This lesson is being piloted (Beta version)

Writing your own recipe

Overview

Teaching: 15 min
Exercises: 30 min
Compatibility: ESMValTool v2.6.0
Questions
  • How do I create a new recipe?

  • Can I use different preprocessors for different variables?

  • Can I use different datasets for different variables?

  • How can I combine different preprocessor functions?

Objectives
  • Create a recipe with multiple preprocessors

  • Use different preprocessors for different variables

  • Run a recipe with variables from different datasets

Introduction

One of the key strenghts of ESMValTool is in making complex analyses reusable and reproducible. But that doesn’t mean everything in ESMValTool needs to be complex. Sometimes, the biggest challenge is in keeping things simple. You probably know the ‘warming stripes’ visualization by Professor Ed Hawkins. On the site https://showyourstripes.info you can find the same visualization for many regions in the world.

Warming stripes Shared by Ed Hawkins under a Creative Commons 4.0 Attribution International licence. Source: https://showyourstripes.info

In this episode, we will reproduce and extend this functionality with ESMValTool. We have prepared a small Python script that takes a NetCDF file with timeseries data, and visualizes it in the form of our desired warming stripes figure.

You can find the diagnostic script that we will use here (warming_stripes.py).
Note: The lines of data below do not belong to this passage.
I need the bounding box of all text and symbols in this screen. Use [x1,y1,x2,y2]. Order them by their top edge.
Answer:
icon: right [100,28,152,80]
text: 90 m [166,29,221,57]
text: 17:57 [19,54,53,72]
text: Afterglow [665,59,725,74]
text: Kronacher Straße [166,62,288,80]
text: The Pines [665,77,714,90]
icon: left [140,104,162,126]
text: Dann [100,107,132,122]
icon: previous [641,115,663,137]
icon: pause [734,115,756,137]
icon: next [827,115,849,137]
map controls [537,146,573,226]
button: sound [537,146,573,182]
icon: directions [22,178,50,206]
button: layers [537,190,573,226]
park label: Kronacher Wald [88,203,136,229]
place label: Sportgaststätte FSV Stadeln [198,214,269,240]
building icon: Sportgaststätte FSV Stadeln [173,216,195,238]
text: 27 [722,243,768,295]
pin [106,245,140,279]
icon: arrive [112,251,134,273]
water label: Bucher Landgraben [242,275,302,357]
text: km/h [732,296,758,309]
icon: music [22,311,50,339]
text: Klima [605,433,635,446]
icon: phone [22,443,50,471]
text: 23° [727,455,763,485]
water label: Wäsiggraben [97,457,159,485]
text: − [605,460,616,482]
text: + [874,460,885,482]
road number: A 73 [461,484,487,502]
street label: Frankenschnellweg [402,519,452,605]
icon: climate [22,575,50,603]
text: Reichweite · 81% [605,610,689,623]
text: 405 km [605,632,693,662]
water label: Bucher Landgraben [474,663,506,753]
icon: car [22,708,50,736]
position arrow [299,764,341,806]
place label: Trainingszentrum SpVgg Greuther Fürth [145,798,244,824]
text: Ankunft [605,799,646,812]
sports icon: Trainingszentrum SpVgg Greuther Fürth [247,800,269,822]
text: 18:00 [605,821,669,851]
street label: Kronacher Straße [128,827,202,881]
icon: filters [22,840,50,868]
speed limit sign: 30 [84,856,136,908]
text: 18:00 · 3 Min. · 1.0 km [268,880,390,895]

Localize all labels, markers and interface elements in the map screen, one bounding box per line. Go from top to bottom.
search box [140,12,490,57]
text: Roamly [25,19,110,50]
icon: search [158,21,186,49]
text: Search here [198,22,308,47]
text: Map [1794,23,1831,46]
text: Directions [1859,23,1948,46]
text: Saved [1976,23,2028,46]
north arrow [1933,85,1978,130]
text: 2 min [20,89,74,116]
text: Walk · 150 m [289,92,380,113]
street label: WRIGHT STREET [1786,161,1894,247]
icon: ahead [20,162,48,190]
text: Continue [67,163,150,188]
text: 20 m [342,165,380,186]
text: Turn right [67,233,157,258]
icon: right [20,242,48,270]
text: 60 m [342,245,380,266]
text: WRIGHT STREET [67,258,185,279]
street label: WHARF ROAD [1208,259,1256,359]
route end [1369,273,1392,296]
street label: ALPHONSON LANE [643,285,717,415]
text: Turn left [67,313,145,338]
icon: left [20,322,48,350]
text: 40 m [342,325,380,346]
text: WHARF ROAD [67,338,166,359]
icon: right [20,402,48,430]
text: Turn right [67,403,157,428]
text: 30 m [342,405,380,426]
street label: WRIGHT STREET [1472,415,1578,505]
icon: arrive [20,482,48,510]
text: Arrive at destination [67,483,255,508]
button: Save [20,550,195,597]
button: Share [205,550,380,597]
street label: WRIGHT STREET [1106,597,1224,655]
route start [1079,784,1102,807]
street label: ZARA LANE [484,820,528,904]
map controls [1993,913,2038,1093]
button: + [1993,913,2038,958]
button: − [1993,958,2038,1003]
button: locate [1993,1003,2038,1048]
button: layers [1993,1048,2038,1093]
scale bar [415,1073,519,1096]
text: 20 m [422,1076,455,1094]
Download the file and store it in your working directory. If you want, you may also have a look at the contents, but it is not necessary to follow along.

We will write an ESMValTool recipe that takes some data, performs the necessary preprocessing, and then runs our Python script.

Drawing up a plan

Previously, we saw that running ESMValTool executes a number of tasks. Write down what tasks we will need to execute in this episode and what each of these tasks does?

Answer

In this episode, we will need to do 2 tasks:

  • A preprocessing task that converts the gridded temperature data to a timeseries of global temperature anomalies
  • A diagnostic tasks that calls our Python script, taking our preprocessed timeseries data as input.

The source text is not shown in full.